__WHAT YOU NEED TO DO__
Copy every record exactly. Nothing may be skipped.

__PROVIDED ENTRIES__
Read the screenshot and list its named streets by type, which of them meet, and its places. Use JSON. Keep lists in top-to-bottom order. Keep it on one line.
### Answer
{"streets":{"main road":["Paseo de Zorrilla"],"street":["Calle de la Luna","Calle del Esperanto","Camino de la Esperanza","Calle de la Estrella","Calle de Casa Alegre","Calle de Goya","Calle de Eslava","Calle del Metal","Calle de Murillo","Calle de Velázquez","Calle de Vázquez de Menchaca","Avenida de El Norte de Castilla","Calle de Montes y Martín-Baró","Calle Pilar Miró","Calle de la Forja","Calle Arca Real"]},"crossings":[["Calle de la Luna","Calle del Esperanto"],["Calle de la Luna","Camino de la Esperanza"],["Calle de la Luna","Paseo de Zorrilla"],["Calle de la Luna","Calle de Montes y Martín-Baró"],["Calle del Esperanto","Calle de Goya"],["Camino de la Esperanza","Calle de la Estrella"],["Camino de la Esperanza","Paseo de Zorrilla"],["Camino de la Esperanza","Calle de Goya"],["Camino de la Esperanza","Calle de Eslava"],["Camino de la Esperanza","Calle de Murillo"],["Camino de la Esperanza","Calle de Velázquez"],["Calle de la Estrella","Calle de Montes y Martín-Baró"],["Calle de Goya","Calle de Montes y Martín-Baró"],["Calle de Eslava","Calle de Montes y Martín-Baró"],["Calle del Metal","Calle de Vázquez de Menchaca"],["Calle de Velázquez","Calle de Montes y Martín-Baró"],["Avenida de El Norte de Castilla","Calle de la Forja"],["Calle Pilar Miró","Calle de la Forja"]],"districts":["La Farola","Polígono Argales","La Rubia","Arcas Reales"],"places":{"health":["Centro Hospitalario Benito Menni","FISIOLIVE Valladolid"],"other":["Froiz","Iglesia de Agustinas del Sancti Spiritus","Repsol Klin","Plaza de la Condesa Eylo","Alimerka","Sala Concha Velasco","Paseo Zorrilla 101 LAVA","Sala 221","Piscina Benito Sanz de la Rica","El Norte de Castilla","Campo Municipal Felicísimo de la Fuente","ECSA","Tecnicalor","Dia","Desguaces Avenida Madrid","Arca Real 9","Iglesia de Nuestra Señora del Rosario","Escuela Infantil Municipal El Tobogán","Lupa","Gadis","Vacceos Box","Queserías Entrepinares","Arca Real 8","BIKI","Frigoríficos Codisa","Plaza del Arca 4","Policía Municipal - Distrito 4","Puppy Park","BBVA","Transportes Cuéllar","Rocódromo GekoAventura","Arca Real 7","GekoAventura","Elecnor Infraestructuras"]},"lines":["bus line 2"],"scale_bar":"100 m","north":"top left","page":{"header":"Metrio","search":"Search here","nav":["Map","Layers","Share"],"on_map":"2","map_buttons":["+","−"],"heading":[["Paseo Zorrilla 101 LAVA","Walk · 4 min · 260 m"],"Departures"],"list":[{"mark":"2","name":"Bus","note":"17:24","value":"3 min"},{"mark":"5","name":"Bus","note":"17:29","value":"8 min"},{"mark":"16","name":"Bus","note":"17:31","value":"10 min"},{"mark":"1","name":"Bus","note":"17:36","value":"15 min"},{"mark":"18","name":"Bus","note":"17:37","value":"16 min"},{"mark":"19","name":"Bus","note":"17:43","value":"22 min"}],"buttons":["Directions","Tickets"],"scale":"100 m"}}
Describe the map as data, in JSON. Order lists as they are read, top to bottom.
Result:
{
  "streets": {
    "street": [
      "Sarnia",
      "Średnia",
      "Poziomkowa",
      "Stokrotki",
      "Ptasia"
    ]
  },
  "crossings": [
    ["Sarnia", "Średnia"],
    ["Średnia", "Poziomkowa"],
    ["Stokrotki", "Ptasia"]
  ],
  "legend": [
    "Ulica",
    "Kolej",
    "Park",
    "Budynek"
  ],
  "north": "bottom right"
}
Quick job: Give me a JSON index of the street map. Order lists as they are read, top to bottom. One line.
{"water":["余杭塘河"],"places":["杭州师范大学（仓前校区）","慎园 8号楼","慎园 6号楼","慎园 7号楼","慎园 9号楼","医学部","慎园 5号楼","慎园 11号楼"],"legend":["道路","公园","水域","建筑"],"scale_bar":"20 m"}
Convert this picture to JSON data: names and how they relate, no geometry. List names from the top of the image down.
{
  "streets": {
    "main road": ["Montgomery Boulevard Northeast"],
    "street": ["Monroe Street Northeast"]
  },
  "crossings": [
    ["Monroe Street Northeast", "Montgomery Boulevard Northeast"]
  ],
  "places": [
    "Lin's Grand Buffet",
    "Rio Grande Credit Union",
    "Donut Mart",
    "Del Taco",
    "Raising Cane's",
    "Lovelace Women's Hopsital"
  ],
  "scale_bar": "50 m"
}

__SOLUTION TO THIS TASK__
Read the screenshot and list its named streets by type, which of them meet, and its places. Use JSON. Keep lists in top-to-bottom order. Keep it on one line.
### Answer
{"streets":{"main road":["Paseo de Zorrilla"],"street":["Calle de la Luna","Calle del Esperanto","Camino de la Esperanza","Calle de la Estrella","Calle de Casa Alegre","Calle de Goya","Calle de Eslava","Calle del Metal","Calle de Murillo","Calle de Velázquez","Calle de Vázquez de Menchaca","Avenida de El Norte de Castilla","Calle de Montes y Martín-Baró","Calle Pilar Miró","Calle de la Forja","Calle Arca Real"]},"crossings":[["Calle de la Luna","Calle del Esperanto"],["Calle de la Luna","Camino de la Esperanza"],["Calle de la Luna","Paseo de Zorrilla"],["Calle de la Luna","Calle de Montes y Martín-Baró"],["Calle del Esperanto","Calle de Goya"],["Camino de la Esperanza","Calle de la Estrella"],["Camino de la Esperanza","Paseo de Zorrilla"],["Camino de la Esperanza","Calle de Goya"],["Camino de la Esperanza","Calle de Eslava"],["Camino de la Esperanza","Calle de Murillo"],["Camino de la Esperanza","Calle de Velázquez"],["Calle de la Estrella","Calle de Montes y Martín-Baró"],["Calle de Goya","Calle de Montes y Martín-Baró"],["Calle de Eslava","Calle de Montes y Martín-Baró"],["Calle del Metal","Calle de Vázquez de Menchaca"],["Calle de Velázquez","Calle de Montes y Martín-Baró"],["Avenida de El Norte de Castilla","Calle de la Forja"],["Calle Pilar Miró","Calle de la Forja"]],"districts":["La Farola","Polígono Argales","La Rubia","Arcas Reales"],"places":{"health":["Centro Hospitalario Benito Menni","FISIOLIVE Valladolid"],"other":["Froiz","Iglesia de Agustinas del Sancti Spiritus","Repsol Klin","Plaza de la Condesa Eylo","Alimerka","Sala Concha Velasco","Paseo Zorrilla 101 LAVA","Sala 221","Piscina Benito Sanz de la Rica","El Norte de Castilla","Campo Municipal Felicísimo de la Fuente","ECSA","Tecnicalor","Dia","Desguaces Avenida Madrid","Arca Real 9","Iglesia de Nuestra Señora del Rosario","Escuela Infantil Municipal El Tobogán","Lupa","Gadis","Vacceos Box","Queserías Entrepinares","Arca Real 8","BIKI","Frigoríficos Codisa","Plaza del Arca 4","Policía Municipal - Distrito 4","Puppy Park","BBVA","Transportes Cuéllar","Rocódromo GekoAventura","Arca Real 7","GekoAventura","Elecnor Infraestructuras"]},"lines":["bus line 2"],"scale_bar":"100 m","north":"top left","page":{"header":"Metrio","search":"Search here","nav":["Map","Layers","Share"],"on_map":"2","map_buttons":["+","−"],"heading":[["Paseo Zorrilla 101 LAVA","Walk · 4 min · 260 m"],"Departures"],"list":[{"mark":"2","name":"Bus","note":"17:24","value":"3 min"},{"mark":"5","name":"Bus","note":"17:29","value":"8 min"},{"mark":"16","name":"Bus","note":"17:31","value":"10 min"},{"mark":"1","name":"Bus","note":"17:36","value":"15 min"},{"mark":"18","name":"Bus","note":"17:37","value":"16 min"},{"mark":"19","name":"Bus","note":"17:43","value":"22 min"}],"buttons":["Directions","Tickets"],"scale":"100 m"}}
Describe the map as data, in JSON. Order lists as they are read, top to bottom.
Result:
{
  "streets": {
    "street": [
      "Sarnia",
      "Średnia",
      "Poziomkowa",
      "Stokrotki",
      "Ptasia"
    ]
  },
  "crossings": [
    ["Sarnia", "Średnia"],
    ["Średnia", "Poziomkowa"],
    ["Stokrotki", "Ptasia"]
  ],
  "legend": [
    "Ulica",
    "Kolej",
    "Park",
    "Budynek"
  ],
  "north": "bottom right"
}
Quick job: Give me a JSON index of the street map. Order lists as they are read, top to bottom. One line.
{"water":["余杭塘河"],"places":["杭州师范大学（仓前校区）","慎园 8号楼","慎园 6号楼","慎园 7号楼","慎园 9号楼","医学部","慎园 5号楼","慎园 11号楼"],"legend":["道路","公园","水域","建筑"],"scale_bar":"20 m"}
Convert this picture to JSON data: names and how they relate, no geometry. List names from the top of the image down.
{
  "streets": {
    "main road": ["Montgomery Boulevard Northeast"],
    "street": ["Monroe Street Northeast"]
  },
  "crossings": [
    ["Monroe Street Northeast", "Montgomery Boulevard Northeast"]
  ],
  "places": [
    "Lin's Grand Buffet",
    "Rio Grande Credit Union",
    "Donut Mart",
    "Del Taco",
    "Raising Cane's",
    "Lovelace Women's Hopsital"
  ],
  "scale_bar": "50 m"
}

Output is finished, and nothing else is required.